EleutherAI / the-pile

MIT License
1.46k stars 126 forks source link

FreeLaw Project #33

Closed thoppe closed 3 years ago

thoppe commented 3 years ago

Looks similar to #27:

URL https://www.courtlistener.com/api/bulk-info/

Free Law Project seeks to provide free access to primary legal materials, develop legal research tools, and support academic research on legal corpora. We work diligently with volunteers to expand our efforts at building an open source, open access, legal research ecosystem. Currently Free Law Project sponsors the development of CourtListener, Juriscraper, and RECAP. We currently have 423 courts that can be accessed with our APIs.

For each court there appears to be a file collecting all information on each case heard. A sample download of "Court of Appeals for the First Circuit" with 35K entries is about 500MB. The data seems to be organized with a useful field of "text" or "html", the later of which can be reduced with pandoc. There is definitely overlap with #27, though it's unclear how much. An example:

https://www.courtlistener.com/opinion/4242578/sandquist-v-lebo-automotive-inc/?q=Sandquist%20v.%20Lebo%20Automotive&type=o&order_by=score%20desc&stat_Precedential=on&court=cal

https://cite.case.law/cal-5th/1/233/

According to their site, it looks like they might be a strict subset. By the numbers it looks to be about half the size, "3,676,348: Number of precedential opinions in CourtListener." vs the claimed 6M for case.law. The upshot is that this service is free w/o an account to access all states and can begin parsing immediately.

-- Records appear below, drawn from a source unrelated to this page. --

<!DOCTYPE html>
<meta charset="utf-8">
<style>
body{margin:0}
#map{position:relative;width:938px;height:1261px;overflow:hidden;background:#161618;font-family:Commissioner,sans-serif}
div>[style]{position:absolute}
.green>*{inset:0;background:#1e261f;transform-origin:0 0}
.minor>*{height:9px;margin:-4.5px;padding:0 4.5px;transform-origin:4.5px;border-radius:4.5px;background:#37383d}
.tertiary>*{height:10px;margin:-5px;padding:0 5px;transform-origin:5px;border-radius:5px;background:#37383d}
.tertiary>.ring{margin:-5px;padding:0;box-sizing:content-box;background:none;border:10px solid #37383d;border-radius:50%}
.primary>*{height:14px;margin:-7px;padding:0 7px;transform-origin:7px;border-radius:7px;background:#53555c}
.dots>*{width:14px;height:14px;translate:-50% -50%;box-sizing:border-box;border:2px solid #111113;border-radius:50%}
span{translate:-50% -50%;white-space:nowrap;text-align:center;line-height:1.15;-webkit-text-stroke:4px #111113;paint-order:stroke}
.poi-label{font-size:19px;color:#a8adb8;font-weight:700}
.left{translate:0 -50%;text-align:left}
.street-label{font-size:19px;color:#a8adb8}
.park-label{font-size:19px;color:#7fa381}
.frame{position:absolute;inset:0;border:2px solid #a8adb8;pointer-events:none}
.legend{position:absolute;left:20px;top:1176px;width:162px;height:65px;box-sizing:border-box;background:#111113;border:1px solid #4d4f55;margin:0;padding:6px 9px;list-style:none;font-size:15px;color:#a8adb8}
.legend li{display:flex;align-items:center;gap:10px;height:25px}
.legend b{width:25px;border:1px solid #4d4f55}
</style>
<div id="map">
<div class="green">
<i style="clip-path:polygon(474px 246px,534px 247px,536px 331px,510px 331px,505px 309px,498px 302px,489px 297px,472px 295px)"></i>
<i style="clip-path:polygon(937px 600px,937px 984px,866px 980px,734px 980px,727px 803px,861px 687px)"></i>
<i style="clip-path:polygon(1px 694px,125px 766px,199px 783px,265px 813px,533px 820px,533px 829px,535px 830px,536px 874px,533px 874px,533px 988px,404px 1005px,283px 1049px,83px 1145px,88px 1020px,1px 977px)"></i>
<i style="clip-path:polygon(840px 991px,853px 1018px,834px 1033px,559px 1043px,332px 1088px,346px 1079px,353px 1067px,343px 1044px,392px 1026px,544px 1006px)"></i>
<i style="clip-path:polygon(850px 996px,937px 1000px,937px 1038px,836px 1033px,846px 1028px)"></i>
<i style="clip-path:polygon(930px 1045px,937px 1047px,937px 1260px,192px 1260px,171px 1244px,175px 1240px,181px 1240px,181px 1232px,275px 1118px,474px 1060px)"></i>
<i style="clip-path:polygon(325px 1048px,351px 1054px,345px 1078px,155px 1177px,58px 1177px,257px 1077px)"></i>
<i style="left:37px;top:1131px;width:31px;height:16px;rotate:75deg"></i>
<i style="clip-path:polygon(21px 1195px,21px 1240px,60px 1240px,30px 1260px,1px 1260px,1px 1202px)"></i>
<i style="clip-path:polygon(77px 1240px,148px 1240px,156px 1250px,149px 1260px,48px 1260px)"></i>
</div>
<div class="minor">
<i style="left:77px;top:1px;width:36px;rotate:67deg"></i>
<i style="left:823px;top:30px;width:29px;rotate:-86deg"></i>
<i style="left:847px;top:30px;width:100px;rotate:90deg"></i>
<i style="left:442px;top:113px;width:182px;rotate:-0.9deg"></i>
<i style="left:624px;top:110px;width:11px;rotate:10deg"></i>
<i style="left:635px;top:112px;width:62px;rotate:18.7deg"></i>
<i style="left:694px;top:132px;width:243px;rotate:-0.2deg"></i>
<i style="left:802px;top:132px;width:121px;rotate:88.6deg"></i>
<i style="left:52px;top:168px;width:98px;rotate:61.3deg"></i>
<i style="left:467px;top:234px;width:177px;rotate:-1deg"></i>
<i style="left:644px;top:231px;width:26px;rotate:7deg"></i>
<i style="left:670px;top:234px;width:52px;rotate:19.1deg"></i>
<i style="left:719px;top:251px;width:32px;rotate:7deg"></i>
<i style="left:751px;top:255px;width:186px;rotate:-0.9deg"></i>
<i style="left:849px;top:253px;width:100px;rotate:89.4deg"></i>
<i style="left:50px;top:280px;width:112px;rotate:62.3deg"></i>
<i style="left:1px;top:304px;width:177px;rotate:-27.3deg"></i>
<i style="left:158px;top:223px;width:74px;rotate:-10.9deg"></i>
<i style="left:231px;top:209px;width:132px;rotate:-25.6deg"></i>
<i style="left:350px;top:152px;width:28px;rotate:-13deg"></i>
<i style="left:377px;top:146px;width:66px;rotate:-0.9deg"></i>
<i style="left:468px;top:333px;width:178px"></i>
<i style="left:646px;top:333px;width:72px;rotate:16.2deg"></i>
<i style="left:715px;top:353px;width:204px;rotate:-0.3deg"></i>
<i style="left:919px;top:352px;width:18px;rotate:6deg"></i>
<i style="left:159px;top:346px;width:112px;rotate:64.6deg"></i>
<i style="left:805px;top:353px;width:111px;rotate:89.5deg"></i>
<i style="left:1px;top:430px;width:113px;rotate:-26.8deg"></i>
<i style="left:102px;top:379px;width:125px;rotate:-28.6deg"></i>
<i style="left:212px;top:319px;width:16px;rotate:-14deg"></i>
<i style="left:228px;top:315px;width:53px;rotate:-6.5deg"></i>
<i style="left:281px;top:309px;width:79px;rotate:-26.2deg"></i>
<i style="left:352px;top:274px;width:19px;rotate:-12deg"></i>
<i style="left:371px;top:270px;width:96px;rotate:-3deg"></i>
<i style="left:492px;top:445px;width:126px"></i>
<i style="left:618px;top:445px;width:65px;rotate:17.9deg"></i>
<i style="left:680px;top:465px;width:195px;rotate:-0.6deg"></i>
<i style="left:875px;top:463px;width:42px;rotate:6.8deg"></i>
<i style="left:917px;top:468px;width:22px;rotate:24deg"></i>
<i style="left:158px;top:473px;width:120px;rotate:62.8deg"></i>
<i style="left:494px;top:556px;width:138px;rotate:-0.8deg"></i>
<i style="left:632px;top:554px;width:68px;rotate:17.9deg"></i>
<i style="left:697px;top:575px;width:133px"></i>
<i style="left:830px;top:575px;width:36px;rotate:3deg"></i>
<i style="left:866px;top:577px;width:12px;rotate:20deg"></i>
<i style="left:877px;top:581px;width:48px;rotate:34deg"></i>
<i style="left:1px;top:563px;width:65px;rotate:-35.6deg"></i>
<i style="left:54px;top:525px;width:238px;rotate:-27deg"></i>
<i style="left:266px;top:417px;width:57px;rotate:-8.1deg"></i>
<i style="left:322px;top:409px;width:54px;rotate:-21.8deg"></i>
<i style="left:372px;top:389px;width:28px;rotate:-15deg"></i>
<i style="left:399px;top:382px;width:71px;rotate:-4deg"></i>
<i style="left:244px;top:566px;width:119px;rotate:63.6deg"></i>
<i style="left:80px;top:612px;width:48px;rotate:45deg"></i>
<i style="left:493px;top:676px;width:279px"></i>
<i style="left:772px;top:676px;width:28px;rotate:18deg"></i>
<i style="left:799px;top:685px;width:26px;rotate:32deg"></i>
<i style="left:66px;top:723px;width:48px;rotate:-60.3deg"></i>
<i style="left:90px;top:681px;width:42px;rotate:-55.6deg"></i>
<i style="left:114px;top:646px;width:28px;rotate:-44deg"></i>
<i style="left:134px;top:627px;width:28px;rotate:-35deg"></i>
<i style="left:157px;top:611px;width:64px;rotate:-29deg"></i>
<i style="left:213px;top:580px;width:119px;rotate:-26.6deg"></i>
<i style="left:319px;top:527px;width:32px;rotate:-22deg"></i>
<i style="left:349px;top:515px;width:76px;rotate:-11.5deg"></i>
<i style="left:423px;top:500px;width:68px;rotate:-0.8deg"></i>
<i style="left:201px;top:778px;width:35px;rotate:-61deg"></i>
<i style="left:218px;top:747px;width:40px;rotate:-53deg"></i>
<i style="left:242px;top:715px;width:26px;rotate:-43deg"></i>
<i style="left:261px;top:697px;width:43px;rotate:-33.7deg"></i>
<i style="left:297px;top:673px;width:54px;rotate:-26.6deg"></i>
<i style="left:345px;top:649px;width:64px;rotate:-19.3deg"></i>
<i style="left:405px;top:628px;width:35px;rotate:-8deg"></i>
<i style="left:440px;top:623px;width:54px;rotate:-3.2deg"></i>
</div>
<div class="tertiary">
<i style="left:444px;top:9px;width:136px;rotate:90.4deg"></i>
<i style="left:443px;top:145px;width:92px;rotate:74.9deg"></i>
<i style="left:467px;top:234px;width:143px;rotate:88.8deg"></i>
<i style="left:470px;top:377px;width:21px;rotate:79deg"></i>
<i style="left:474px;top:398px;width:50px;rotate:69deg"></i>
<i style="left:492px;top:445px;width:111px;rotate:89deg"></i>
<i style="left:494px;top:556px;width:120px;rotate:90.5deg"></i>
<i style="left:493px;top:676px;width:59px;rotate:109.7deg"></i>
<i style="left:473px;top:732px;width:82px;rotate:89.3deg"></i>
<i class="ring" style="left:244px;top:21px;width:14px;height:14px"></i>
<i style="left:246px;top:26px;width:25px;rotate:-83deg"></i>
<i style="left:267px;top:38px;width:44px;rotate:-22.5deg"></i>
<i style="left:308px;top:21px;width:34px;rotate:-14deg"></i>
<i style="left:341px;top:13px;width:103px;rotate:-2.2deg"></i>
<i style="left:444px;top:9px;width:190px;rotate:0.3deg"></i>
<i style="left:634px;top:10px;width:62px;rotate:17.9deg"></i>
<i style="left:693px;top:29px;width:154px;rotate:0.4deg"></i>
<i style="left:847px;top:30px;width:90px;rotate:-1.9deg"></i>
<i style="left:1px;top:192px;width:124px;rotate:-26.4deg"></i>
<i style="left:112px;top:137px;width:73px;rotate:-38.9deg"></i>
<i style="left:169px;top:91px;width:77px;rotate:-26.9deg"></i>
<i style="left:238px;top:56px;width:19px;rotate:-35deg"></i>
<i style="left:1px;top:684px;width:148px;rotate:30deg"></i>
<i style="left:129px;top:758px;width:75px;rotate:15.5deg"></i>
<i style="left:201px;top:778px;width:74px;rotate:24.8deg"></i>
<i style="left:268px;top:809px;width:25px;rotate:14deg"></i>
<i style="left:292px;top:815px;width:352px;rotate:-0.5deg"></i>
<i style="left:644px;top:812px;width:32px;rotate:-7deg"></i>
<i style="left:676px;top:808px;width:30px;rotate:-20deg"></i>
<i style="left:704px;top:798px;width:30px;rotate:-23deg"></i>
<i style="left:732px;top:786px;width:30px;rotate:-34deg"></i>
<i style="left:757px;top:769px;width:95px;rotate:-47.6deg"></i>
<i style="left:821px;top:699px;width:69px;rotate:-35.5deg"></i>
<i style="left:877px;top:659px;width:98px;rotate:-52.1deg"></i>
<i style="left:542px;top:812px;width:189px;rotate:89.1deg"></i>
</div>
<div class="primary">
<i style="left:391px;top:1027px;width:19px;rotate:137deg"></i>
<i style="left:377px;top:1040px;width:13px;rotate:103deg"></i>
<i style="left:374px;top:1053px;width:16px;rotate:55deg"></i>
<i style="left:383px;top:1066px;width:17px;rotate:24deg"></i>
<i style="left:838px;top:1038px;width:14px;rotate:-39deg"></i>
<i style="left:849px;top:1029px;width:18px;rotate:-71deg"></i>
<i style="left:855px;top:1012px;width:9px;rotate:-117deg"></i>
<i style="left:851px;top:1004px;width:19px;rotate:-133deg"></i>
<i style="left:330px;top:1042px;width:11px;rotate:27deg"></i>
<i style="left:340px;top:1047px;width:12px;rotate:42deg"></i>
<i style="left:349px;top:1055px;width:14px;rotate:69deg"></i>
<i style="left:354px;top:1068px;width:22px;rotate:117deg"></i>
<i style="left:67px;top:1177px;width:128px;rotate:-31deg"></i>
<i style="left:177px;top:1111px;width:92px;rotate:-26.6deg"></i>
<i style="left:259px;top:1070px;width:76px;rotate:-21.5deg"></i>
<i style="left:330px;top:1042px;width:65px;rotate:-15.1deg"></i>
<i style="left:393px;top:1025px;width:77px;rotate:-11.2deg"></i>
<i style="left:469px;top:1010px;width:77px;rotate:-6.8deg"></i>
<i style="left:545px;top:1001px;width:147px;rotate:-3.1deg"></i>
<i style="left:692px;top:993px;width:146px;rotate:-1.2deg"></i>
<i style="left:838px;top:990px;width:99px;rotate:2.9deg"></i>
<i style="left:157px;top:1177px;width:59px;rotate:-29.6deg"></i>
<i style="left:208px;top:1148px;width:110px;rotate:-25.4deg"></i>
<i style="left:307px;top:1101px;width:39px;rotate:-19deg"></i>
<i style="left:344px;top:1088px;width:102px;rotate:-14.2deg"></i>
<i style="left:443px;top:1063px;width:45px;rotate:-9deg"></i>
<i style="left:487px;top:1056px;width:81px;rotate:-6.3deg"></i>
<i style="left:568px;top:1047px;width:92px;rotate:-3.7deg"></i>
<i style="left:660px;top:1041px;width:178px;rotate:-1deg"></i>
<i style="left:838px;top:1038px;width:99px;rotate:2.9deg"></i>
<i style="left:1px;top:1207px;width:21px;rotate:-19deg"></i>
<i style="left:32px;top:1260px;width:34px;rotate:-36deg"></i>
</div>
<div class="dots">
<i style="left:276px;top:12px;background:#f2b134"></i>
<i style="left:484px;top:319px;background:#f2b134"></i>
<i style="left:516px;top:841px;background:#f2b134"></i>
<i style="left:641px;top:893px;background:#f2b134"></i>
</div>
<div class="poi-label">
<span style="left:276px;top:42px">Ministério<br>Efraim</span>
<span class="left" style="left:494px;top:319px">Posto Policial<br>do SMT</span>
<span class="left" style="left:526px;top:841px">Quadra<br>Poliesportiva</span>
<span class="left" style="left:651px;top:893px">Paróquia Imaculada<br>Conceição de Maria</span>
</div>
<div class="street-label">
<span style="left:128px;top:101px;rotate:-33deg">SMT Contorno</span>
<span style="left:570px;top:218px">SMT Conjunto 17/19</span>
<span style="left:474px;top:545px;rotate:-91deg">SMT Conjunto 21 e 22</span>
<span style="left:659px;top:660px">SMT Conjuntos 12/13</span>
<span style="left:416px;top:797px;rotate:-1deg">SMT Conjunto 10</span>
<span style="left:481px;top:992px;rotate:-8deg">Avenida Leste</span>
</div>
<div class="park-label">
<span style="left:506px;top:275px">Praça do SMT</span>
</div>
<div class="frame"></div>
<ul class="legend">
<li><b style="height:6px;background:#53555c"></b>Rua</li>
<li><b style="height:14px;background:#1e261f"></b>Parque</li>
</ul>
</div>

thoppe commented 3 years ago

Closing as it looks like #27 is larger and already obtained.

thoppe commented 3 years ago

Reopening. I pulled this anyways and it's much larger than I thought once processed. Much of the raw was in formatted HTML, so even after converting that to text the dataset it over 50GB. Suggesting we use this instead of #27 or if we find a way to deduplicate, use both.

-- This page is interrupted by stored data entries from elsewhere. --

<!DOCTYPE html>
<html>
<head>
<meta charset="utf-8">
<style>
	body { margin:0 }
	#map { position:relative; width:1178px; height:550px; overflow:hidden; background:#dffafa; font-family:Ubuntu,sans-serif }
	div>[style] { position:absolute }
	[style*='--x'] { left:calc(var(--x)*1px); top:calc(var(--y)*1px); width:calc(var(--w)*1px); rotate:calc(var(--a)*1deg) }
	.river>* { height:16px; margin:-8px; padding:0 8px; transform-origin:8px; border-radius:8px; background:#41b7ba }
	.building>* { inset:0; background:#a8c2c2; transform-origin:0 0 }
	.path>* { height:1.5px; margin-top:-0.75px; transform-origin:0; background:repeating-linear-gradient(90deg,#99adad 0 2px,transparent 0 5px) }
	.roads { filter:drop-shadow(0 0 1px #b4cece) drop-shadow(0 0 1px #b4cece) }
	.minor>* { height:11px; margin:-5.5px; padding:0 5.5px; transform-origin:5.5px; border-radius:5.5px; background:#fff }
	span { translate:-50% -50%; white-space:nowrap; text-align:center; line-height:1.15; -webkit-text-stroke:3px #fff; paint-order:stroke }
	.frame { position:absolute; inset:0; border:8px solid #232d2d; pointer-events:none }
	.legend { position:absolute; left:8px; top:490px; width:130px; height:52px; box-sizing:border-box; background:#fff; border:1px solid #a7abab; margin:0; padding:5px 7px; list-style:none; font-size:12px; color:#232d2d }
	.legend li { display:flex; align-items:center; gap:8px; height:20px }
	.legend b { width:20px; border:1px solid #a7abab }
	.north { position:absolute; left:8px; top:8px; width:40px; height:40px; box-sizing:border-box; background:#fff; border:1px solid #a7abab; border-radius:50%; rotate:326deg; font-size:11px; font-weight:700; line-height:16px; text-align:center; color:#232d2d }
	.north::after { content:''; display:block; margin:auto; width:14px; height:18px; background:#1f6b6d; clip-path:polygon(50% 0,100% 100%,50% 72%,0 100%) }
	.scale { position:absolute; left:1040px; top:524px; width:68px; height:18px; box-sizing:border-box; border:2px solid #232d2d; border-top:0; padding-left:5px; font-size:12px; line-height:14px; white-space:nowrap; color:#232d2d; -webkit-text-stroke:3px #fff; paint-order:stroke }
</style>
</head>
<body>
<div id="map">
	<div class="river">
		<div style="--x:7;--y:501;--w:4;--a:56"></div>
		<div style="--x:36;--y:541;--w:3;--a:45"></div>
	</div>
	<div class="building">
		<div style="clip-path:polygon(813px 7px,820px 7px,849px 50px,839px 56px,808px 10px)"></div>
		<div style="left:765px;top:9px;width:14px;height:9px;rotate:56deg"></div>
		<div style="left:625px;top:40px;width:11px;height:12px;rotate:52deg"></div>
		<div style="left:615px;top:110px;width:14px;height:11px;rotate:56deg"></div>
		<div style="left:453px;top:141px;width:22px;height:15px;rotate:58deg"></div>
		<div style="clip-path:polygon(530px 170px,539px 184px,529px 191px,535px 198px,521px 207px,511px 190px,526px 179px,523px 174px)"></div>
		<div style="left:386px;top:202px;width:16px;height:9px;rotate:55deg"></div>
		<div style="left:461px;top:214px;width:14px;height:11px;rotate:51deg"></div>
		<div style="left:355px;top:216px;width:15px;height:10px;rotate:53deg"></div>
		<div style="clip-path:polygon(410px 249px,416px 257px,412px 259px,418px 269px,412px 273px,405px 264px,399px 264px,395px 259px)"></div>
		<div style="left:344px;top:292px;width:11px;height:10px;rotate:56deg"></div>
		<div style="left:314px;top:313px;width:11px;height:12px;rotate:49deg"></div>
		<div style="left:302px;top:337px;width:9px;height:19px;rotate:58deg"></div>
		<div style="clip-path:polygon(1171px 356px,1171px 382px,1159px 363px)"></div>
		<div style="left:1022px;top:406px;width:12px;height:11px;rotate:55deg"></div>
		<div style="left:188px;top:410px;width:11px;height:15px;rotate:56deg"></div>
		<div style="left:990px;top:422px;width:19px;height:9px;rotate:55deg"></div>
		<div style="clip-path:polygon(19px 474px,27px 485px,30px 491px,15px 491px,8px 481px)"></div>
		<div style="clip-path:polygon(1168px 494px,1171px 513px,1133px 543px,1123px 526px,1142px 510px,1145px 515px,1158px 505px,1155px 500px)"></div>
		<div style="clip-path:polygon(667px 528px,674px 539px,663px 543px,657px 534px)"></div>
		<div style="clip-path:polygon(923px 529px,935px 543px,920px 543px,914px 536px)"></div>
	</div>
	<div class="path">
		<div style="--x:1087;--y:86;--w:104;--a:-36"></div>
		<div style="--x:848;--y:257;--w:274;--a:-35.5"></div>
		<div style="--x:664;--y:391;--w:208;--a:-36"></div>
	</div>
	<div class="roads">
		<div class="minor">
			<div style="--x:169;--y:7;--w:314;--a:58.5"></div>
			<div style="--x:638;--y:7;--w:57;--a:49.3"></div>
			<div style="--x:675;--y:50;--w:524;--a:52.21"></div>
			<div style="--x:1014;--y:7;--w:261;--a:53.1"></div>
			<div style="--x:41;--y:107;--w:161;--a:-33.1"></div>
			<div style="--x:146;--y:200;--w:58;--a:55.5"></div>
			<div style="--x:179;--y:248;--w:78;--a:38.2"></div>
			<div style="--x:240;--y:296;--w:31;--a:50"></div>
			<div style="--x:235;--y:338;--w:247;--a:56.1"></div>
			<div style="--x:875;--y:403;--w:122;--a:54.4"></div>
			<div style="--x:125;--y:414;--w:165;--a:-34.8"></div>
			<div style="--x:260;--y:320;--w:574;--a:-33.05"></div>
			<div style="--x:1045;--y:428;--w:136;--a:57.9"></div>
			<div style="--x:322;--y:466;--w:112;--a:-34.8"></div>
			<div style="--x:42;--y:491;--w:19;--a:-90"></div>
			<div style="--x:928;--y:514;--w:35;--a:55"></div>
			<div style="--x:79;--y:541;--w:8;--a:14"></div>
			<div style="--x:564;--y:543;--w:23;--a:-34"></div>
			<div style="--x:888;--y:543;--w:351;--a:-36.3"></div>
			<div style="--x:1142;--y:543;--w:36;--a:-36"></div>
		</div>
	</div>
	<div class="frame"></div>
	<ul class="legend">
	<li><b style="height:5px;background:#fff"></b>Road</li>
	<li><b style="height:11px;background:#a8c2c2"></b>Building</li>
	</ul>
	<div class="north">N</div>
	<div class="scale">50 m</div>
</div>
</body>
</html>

StellaAthena commented 3 years ago

Agreed! Let's go with this.

thoppe commented 3 years ago

@StellaAthena when you get a chance, please assign me to this issue

thoppe commented 3 years ago

Data is pull and upload is complete. Replication code can be found at:

https://github.com/thoppe/The-Pile-FreeLaw

and a tmp link to the dataset can be found at:

https://drive.google.com/file/d/1L-x3g3V888gHNUVHQWDkJBJHs5N02Kjz/view?usp=sharing

Once it has been incorporated into The-Pile, I'll close the issue.